• **Exercise description**
The copy must run from the first line of the entries below through the line containing "I am building", restated word for word, with pictures left out.

^^^^^^^^

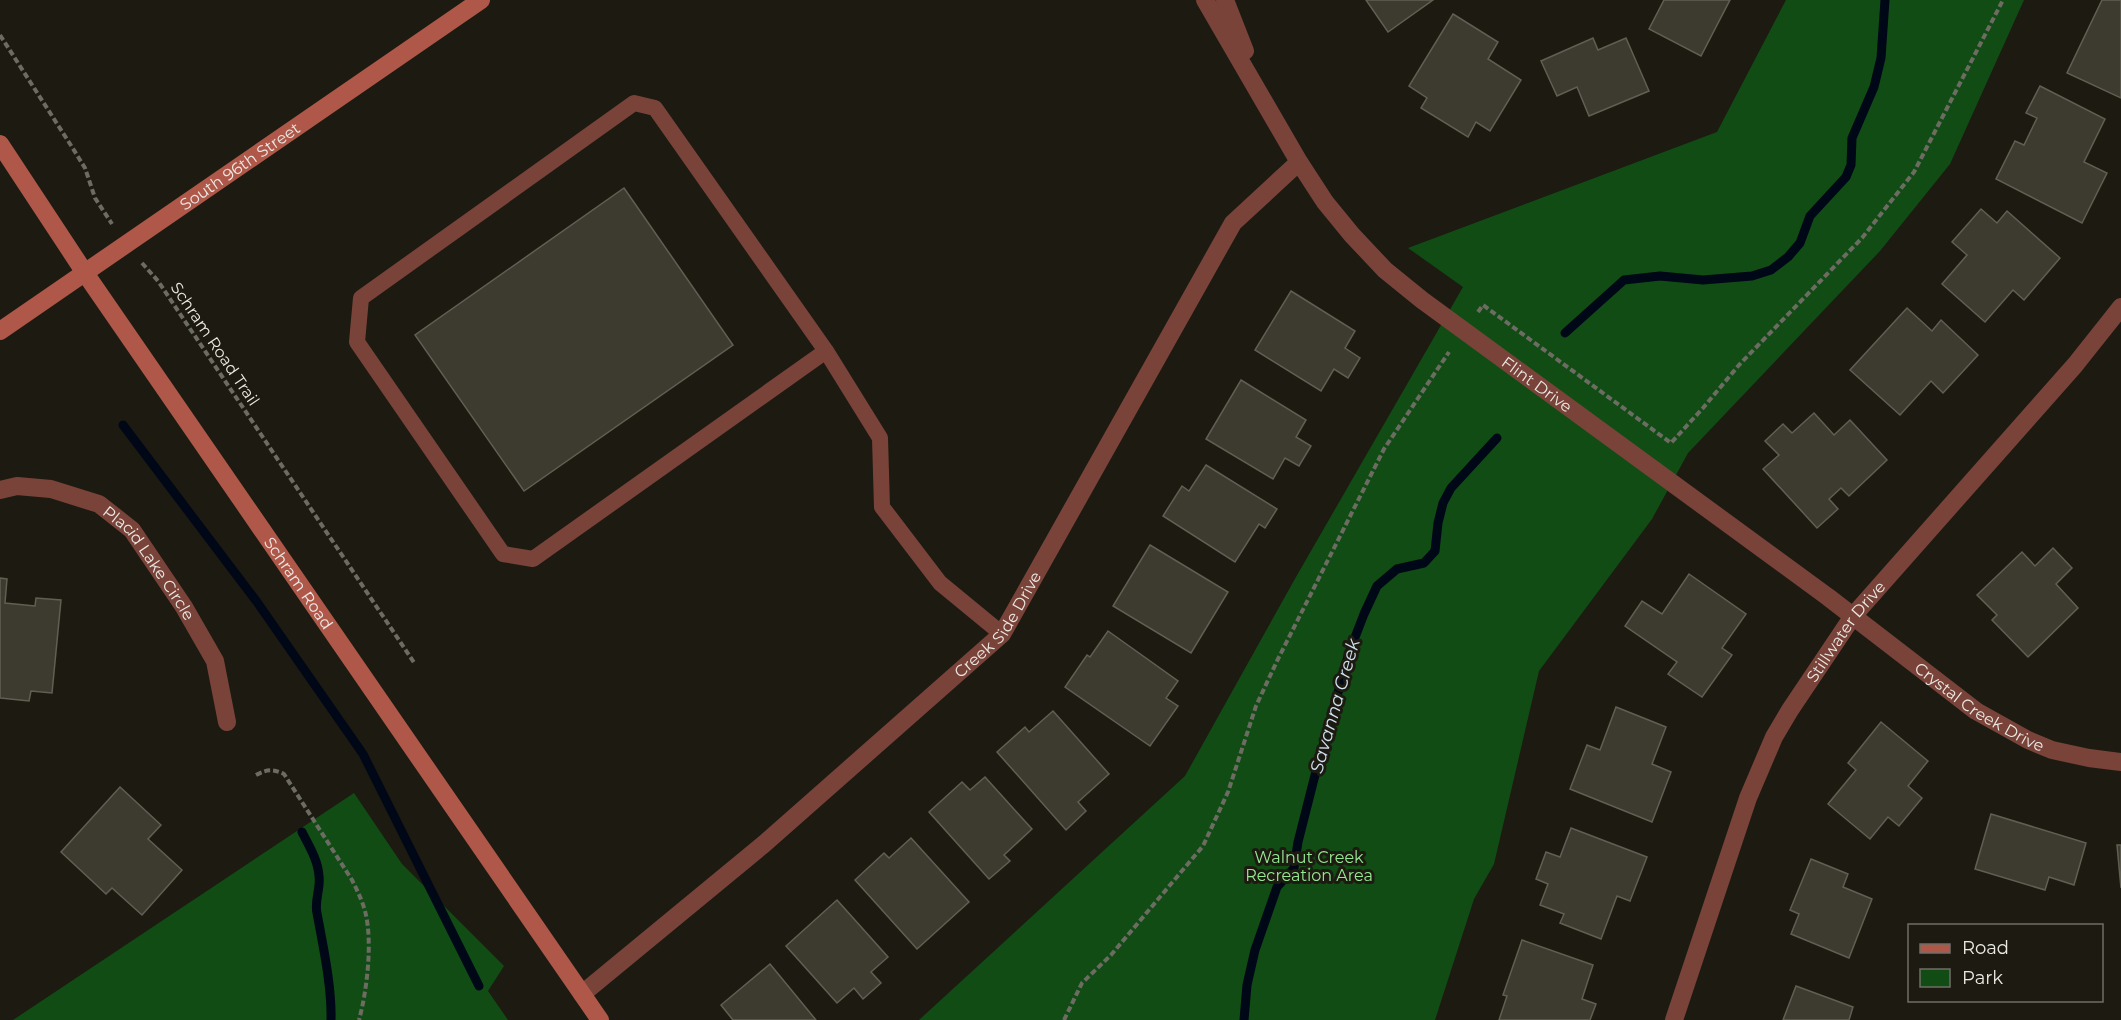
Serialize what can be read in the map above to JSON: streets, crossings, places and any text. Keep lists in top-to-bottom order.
{
  "streets": {
    "main road": ["South 96th Street", "Schram Road"],
    "street": [
      "Flint Drive",
      "Placid Lake Circle",
      "Creek Side Drive",
      "Stillwater Drive",
      "Crystal Creek Drive"
    ],
    "path": ["Schram Road Trail"]
  },
  "crossings": [
    ["South 96th Street", "Schram Road Trail"],
    ["South 96th Street", "Schram Road"],
    ["Flint Drive", "Creek Side Drive"],
    ["Flint Drive", "Stillwater Drive"],
    ["Flint Drive", "Crystal Creek Drive"],
    ["Schram Road", "Creek Side Drive"],
    ["Stillwater Drive", "Crystal Creek Drive"]
  ],
  "water": ["Savanna Creek"],
  "parks": ["Walnut Creek Recreation Area"],
  "legend": ["Road", "Park"]
}
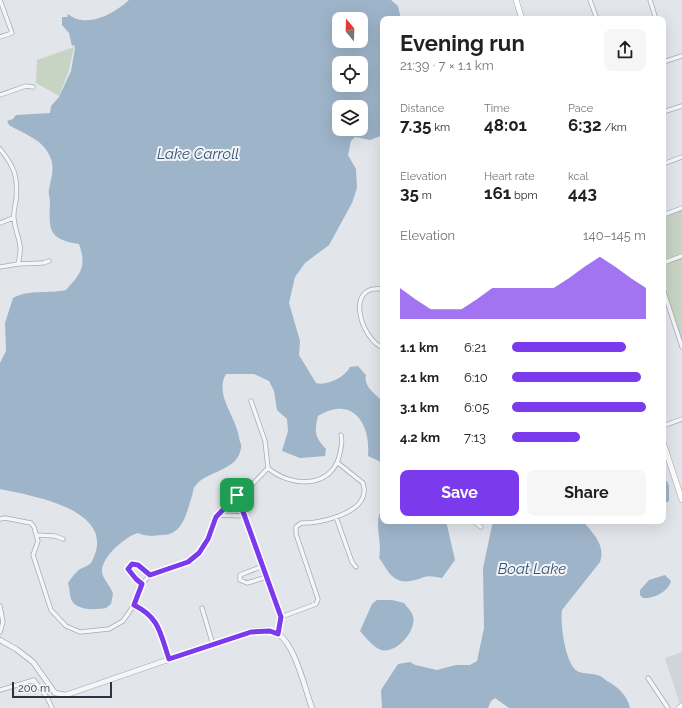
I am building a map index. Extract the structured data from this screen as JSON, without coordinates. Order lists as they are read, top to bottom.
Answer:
{
  "water": ["Lake Carroll", "Boat Lake"],
  "scale_bar": "200 m",
  "north": "top",
  "page": {
    "heading": ["Evening run", "21:39 · 7 × 1.1 km"],
    "stats": [
      ["Distance", "7.35 km"],
      ["Time", "48:01"],
      ["Pace", "6:32 /km"],
      ["Elevation", "35 m"],
      ["Heart rate", "161 bpm"],
      ["kcal", "443"]
    ],
    "chart": ["Elevation", "140–145 m"],
    "list": [
      {
        "name": "1.1 km",
        "note": "6:21"
      },
      {
        "name": "2.1 km",
        "note": "6:10"
      },
      {
        "name": "3.1 km",
        "note": "6:05"
      },
      {
        "name": "4.2 km",
        "note": "7:13"
      }
    ],
    "buttons": ["Save", "Share"],
    "scale": "200 m"
  }
}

^^^^^^^^

• **Expected output**
Serialize what can be read in the map above to JSON: streets, crossings, places and any text. Keep lists in top-to-bottom order.
{
  "streets": {
    "main road": ["South 96th Street", "Schram Road"],
    "street": [
      "Flint Drive",
      "Placid Lake Circle",
      "Creek Side Drive",
      "Stillwater Drive",
      "Crystal Creek Drive"
    ],
    "path": ["Schram Road Trail"]
  },
  "crossings": [
    ["South 96th Street", "Schram Road Trail"],
    ["South 96th Street", "Schram Road"],
    ["Flint Drive", "Creek Side Drive"],
    ["Flint Drive", "Stillwater Drive"],
    ["Flint Drive", "Crystal Creek Drive"],
    ["Schram Road", "Creek Side Drive"],
    ["Stillwater Drive", "Crystal Creek Drive"]
  ],
  "water": ["Savanna Creek"],
  "parks": ["Walnut Creek Recreation Area"],
  "legend": ["Road", "Park"]
}
I am building a map index. Extract the structured data from this screen as JSON, without coordinates. Order lists as they are read, top to bottom.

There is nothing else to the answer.